▶ **ACTION ITEM**
In the copy of these records, include no pictures and change nothing else.

▶ **Data extracted from a collection**
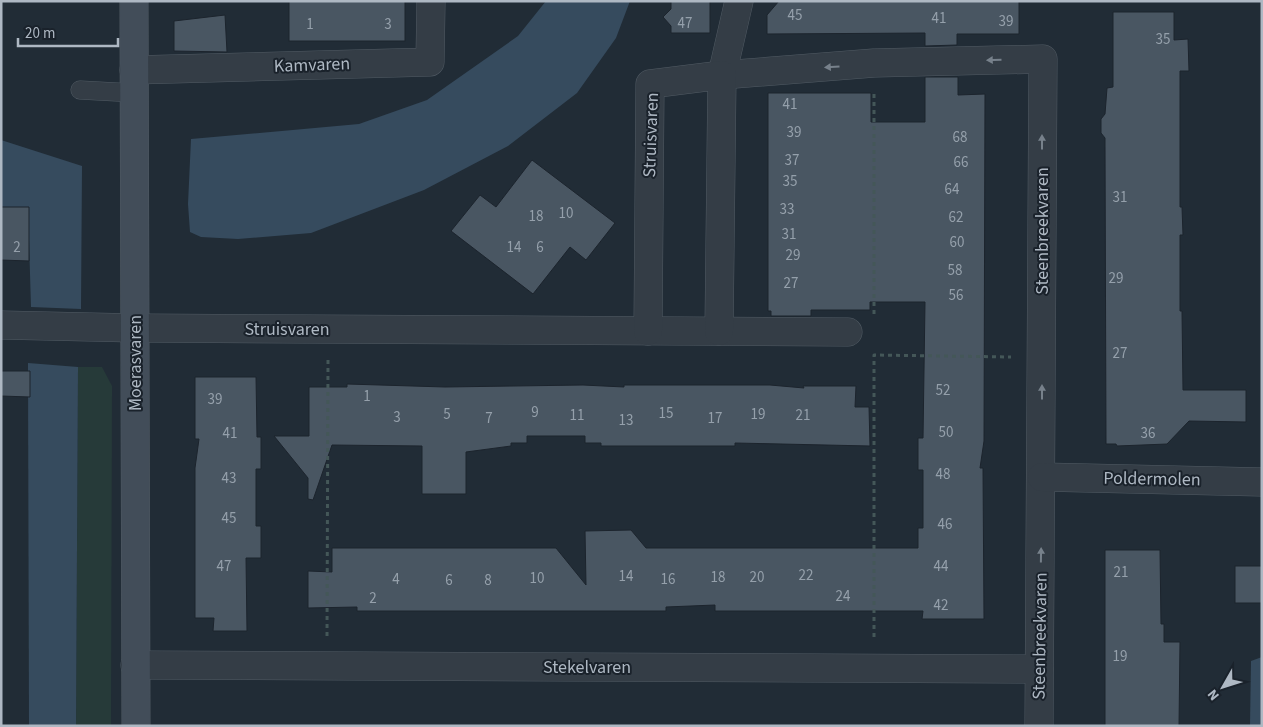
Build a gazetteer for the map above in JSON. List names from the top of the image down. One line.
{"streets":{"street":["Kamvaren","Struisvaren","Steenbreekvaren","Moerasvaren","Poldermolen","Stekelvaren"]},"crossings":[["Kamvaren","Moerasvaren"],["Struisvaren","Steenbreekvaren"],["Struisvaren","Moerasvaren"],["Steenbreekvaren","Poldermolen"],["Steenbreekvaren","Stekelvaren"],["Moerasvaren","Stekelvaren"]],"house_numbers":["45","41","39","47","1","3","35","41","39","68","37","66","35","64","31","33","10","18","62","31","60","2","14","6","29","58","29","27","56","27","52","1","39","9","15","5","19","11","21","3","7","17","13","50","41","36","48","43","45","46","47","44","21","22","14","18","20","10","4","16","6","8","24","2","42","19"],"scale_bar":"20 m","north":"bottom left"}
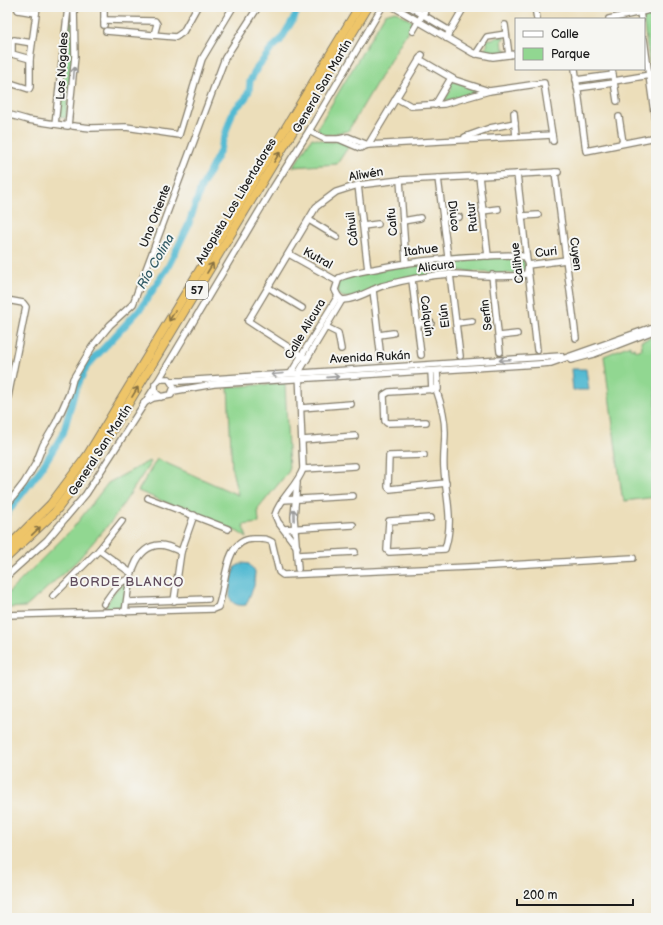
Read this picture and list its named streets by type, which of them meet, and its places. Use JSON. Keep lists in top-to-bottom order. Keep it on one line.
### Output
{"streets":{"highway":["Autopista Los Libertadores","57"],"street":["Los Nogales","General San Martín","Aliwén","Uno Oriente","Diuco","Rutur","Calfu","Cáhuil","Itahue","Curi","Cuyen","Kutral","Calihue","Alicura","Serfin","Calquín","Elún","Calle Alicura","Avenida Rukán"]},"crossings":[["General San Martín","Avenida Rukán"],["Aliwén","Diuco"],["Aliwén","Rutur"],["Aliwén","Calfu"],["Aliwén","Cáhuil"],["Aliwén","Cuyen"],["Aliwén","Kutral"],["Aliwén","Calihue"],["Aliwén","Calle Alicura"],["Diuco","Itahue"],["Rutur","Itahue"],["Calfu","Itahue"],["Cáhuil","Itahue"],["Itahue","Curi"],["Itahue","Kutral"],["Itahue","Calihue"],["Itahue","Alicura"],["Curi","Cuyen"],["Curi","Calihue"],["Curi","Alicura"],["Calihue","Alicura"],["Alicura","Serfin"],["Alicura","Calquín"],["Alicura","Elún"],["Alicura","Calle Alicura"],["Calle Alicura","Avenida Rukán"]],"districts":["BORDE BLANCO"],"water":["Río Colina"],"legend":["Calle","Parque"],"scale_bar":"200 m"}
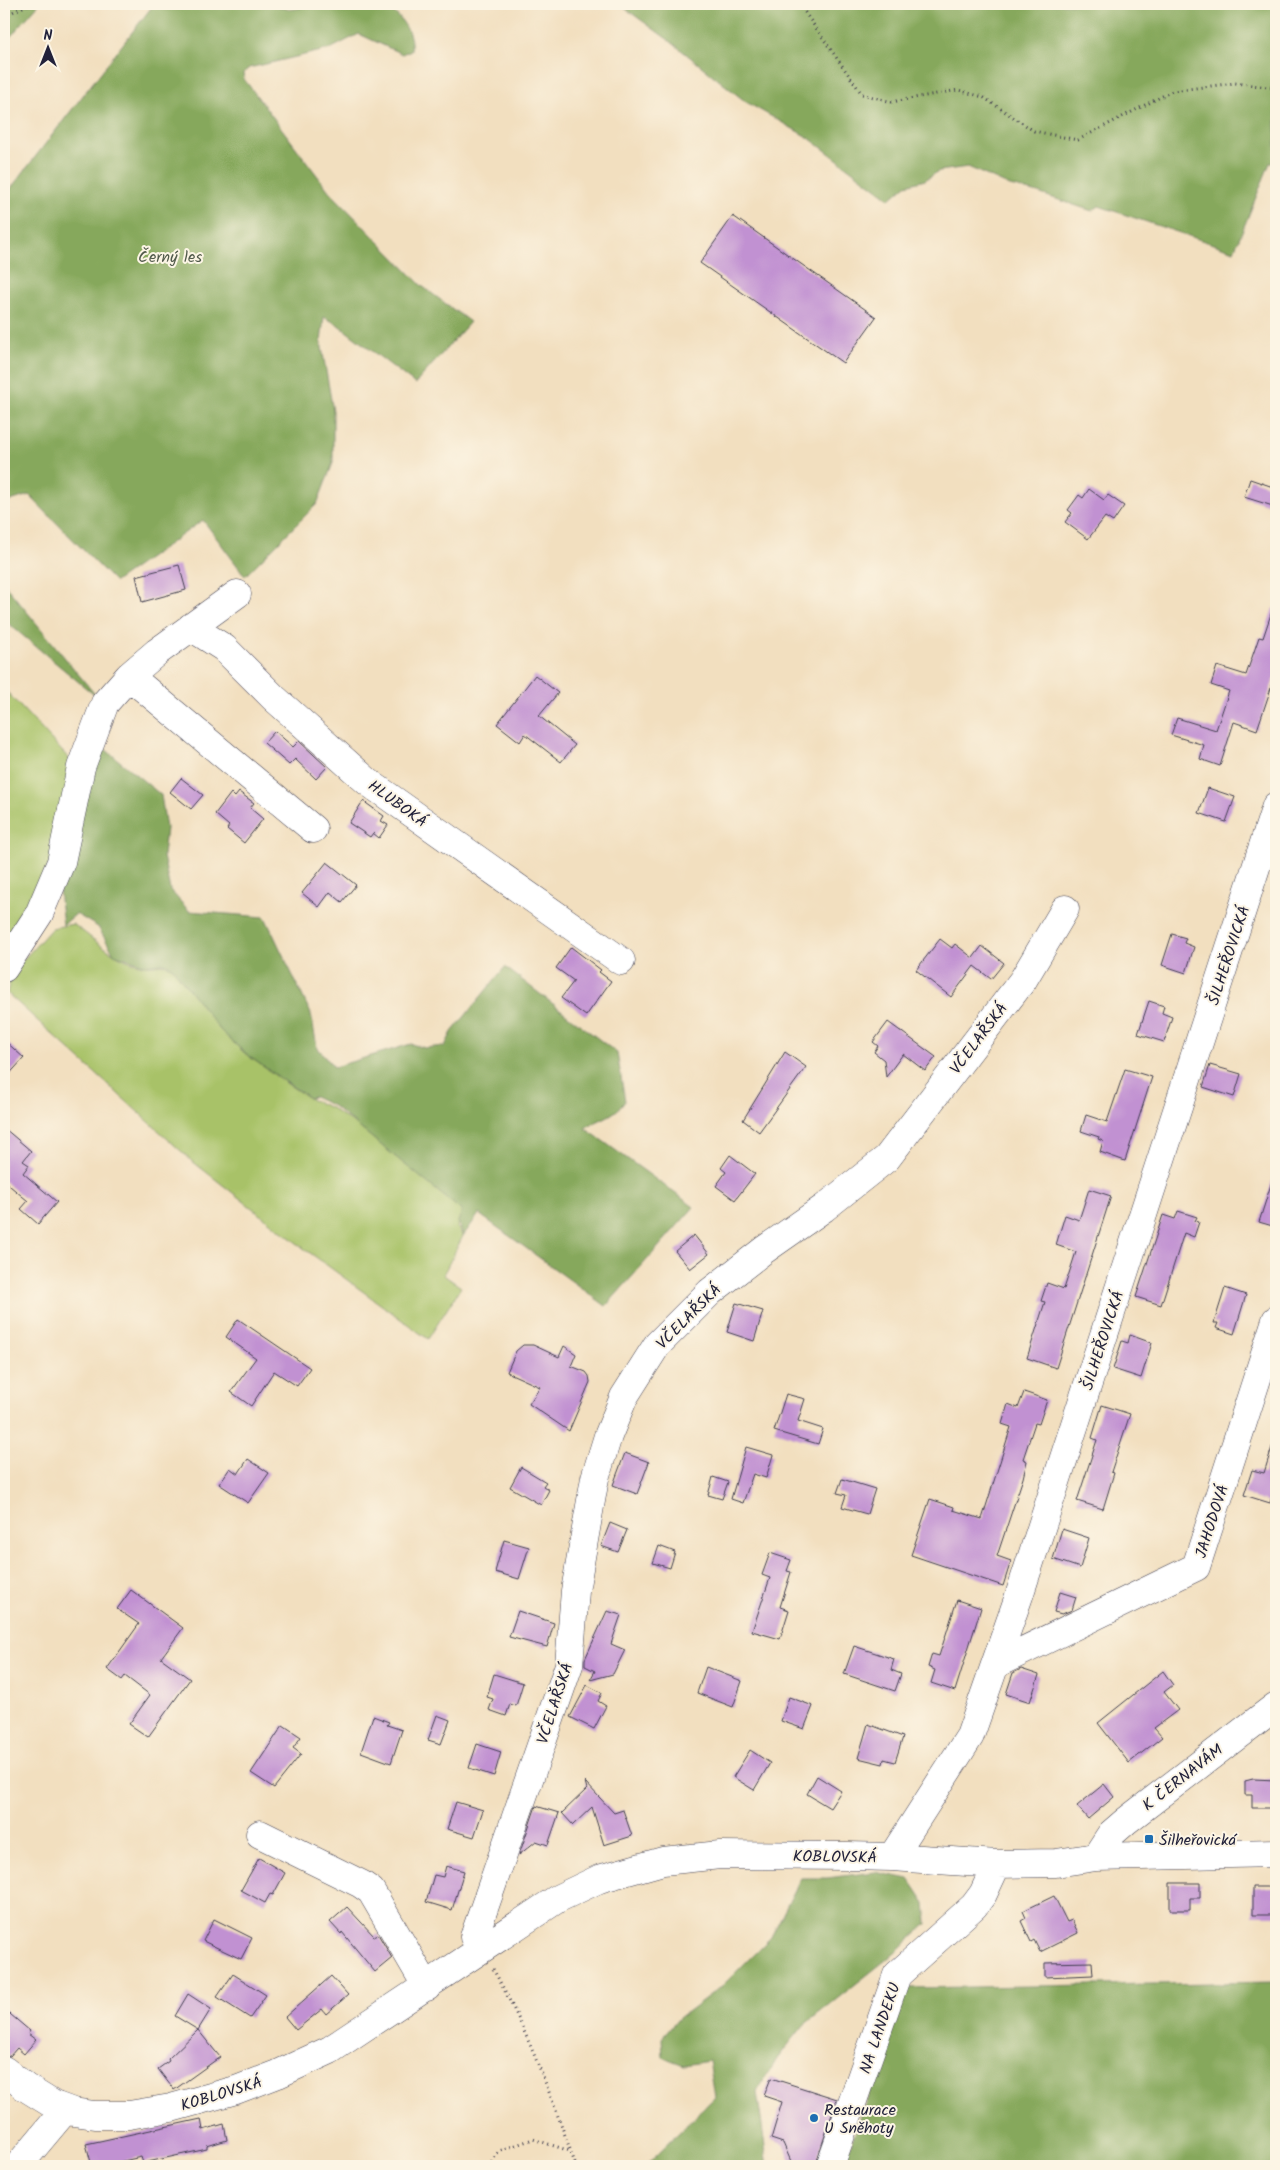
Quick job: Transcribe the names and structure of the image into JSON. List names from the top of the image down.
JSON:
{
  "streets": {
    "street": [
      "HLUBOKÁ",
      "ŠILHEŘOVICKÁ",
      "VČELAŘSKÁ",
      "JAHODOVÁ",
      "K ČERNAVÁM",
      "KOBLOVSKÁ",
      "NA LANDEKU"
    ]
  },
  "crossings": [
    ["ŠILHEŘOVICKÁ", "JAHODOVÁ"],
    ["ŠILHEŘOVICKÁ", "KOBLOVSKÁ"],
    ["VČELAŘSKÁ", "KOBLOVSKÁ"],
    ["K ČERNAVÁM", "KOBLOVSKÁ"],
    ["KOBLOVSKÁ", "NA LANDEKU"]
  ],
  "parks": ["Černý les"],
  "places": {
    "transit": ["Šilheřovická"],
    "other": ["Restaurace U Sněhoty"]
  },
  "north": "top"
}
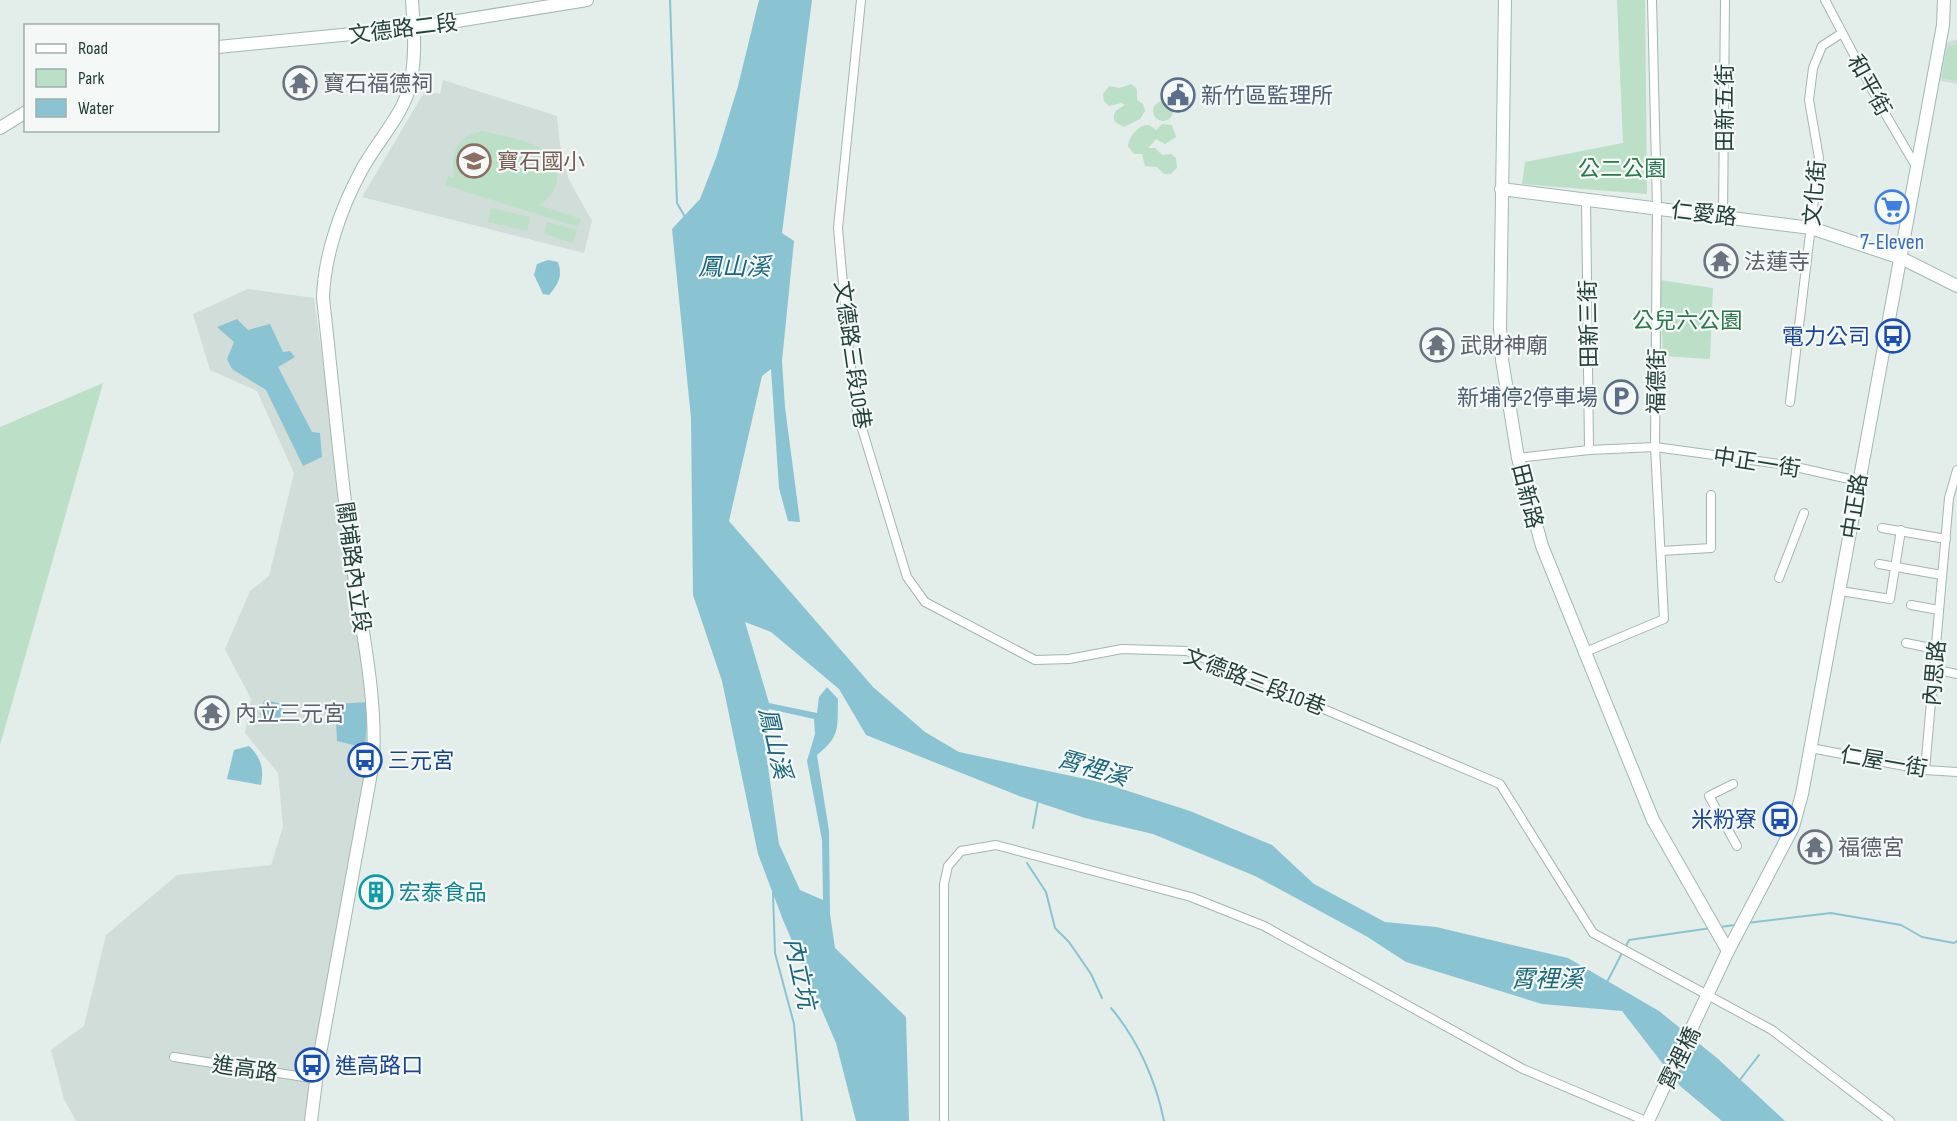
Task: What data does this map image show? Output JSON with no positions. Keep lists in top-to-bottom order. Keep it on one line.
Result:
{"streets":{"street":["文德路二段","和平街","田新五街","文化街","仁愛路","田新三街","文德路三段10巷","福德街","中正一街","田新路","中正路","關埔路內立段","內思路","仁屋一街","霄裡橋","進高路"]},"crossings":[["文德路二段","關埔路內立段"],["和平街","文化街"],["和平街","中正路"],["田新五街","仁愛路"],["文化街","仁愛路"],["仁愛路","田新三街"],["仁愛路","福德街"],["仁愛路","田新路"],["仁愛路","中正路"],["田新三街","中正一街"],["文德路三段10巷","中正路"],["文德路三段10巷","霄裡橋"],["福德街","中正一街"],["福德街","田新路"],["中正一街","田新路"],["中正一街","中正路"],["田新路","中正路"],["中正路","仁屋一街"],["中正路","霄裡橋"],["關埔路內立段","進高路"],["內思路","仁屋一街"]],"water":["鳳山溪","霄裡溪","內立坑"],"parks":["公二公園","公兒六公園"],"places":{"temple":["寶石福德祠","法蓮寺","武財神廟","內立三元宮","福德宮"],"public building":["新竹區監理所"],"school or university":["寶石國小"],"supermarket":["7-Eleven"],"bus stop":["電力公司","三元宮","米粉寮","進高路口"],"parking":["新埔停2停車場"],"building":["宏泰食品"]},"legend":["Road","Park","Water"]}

▶ **RESPONSE TO THIS EXERCISE**
Build a gazetteer for the map above in JSON. List names from the top of the image down. One line.
{"streets":{"street":["Kamvaren","Struisvaren","Steenbreekvaren","Moerasvaren","Poldermolen","Stekelvaren"]},"crossings":[["Kamvaren","Moerasvaren"],["Struisvaren","Steenbreekvaren"],["Struisvaren","Moerasvaren"],["Steenbreekvaren","Poldermolen"],["Steenbreekvaren","Stekelvaren"],["Moerasvaren","Stekelvaren"]],"house_numbers":["45","41","39","47","1","3","35","41","39","68","37","66","35","64","31","33","10","18","62","31","60","2","14","6","29","58","29","27","56","27","52","1","39","9","15","5","19","11","21","3","7","17","13","50","41","36","48","43","45","46","47","44","21","22","14","18","20","10","4","16","6","8","24","2","42","19"],"scale_bar":"20 m","north":"bottom left"}
Read this picture and list its named streets by type, which of them meet, and its places. Use JSON. Keep lists in top-to-bottom order. Keep it on one line.
### Output
{"streets":{"highway":["Autopista Los Libertadores","57"],"street":["Los Nogales","General San Martín","Aliwén","Uno Oriente","Diuco","Rutur","Calfu","Cáhuil","Itahue","Curi","Cuyen","Kutral","Calihue","Alicura","Serfin","Calquín","Elún","Calle Alicura","Avenida Rukán"]},"crossings":[["General San Martín","Avenida Rukán"],["Aliwén","Diuco"],["Aliwén","Rutur"],["Aliwén","Calfu"],["Aliwén","Cáhuil"],["Aliwén","Cuyen"],["Aliwén","Kutral"],["Aliwén","Calihue"],["Aliwén","Calle Alicura"],["Diuco","Itahue"],["Rutur","Itahue"],["Calfu","Itahue"],["Cáhuil","Itahue"],["Itahue","Curi"],["Itahue","Kutral"],["Itahue","Calihue"],["Itahue","Alicura"],["Curi","Cuyen"],["Curi","Calihue"],["Curi","Alicura"],["Calihue","Alicura"],["Alicura","Serfin"],["Alicura","Calquín"],["Alicura","Elún"],["Alicura","Calle Alicura"],["Calle Alicura","Avenida Rukán"]],"districts":["BORDE BLANCO"],"water":["Río Colina"],"legend":["Calle","Parque"],"scale_bar":"200 m"}
Quick job: Transcribe the names and structure of the image into JSON. List names from the top of the image down.
JSON:
{
  "streets": {
    "street": [
      "HLUBOKÁ",
      "ŠILHEŘOVICKÁ",
      "VČELAŘSKÁ",
      "JAHODOVÁ",
      "K ČERNAVÁM",
      "KOBLOVSKÁ",
      "NA LANDEKU"
    ]
  },
  "crossings": [
    ["ŠILHEŘOVICKÁ", "JAHODOVÁ"],
    ["ŠILHEŘOVICKÁ", "KOBLOVSKÁ"],
    ["VČELAŘSKÁ", "KOBLOVSKÁ"],
    ["K ČERNAVÁM", "KOBLOVSKÁ"],
    ["KOBLOVSKÁ", "NA LANDEKU"]
  ],
  "parks": ["Černý les"],
  "places": {
    "transit": ["Šilheřovická"],
    "other": ["Restaurace U Sněhoty"]
  },
  "north": "top"
}
Task: What data does this map image show? Output JSON with no positions. Keep lists in top-to-bottom order. Keep it on one line.
Result:
{"streets":{"street":["文德路二段","和平街","田新五街","文化街","仁愛路","田新三街","文德路三段10巷","福德街","中正一街","田新路","中正路","關埔路內立段","內思路","仁屋一街","霄裡橋","進高路"]},"crossings":[["文德路二段","關埔路內立段"],["和平街","文化街"],["和平街","中正路"],["田新五街","仁愛路"],["文化街","仁愛路"],["仁愛路","田新三街"],["仁愛路","福德街"],["仁愛路","田新路"],["仁愛路","中正路"],["田新三街","中正一街"],["文德路三段10巷","中正路"],["文德路三段10巷","霄裡橋"],["福德街","中正一街"],["福德街","田新路"],["中正一街","田新路"],["中正一街","中正路"],["田新路","中正路"],["中正路","仁屋一街"],["中正路","霄裡橋"],["關埔路內立段","進高路"],["內思路","仁屋一街"]],"water":["鳳山溪","霄裡溪","內立坑"],"parks":["公二公園","公兒六公園"],"places":{"temple":["寶石福德祠","法蓮寺","武財神廟","內立三元宮","福德宮"],"public building":["新竹區監理所"],"school or university":["寶石國小"],"supermarket":["7-Eleven"],"bus stop":["電力公司","三元宮","米粉寮","進高路口"],"parking":["新埔停2停車場"],"building":["宏泰食品"]},"legend":["Road","Park","Water"]}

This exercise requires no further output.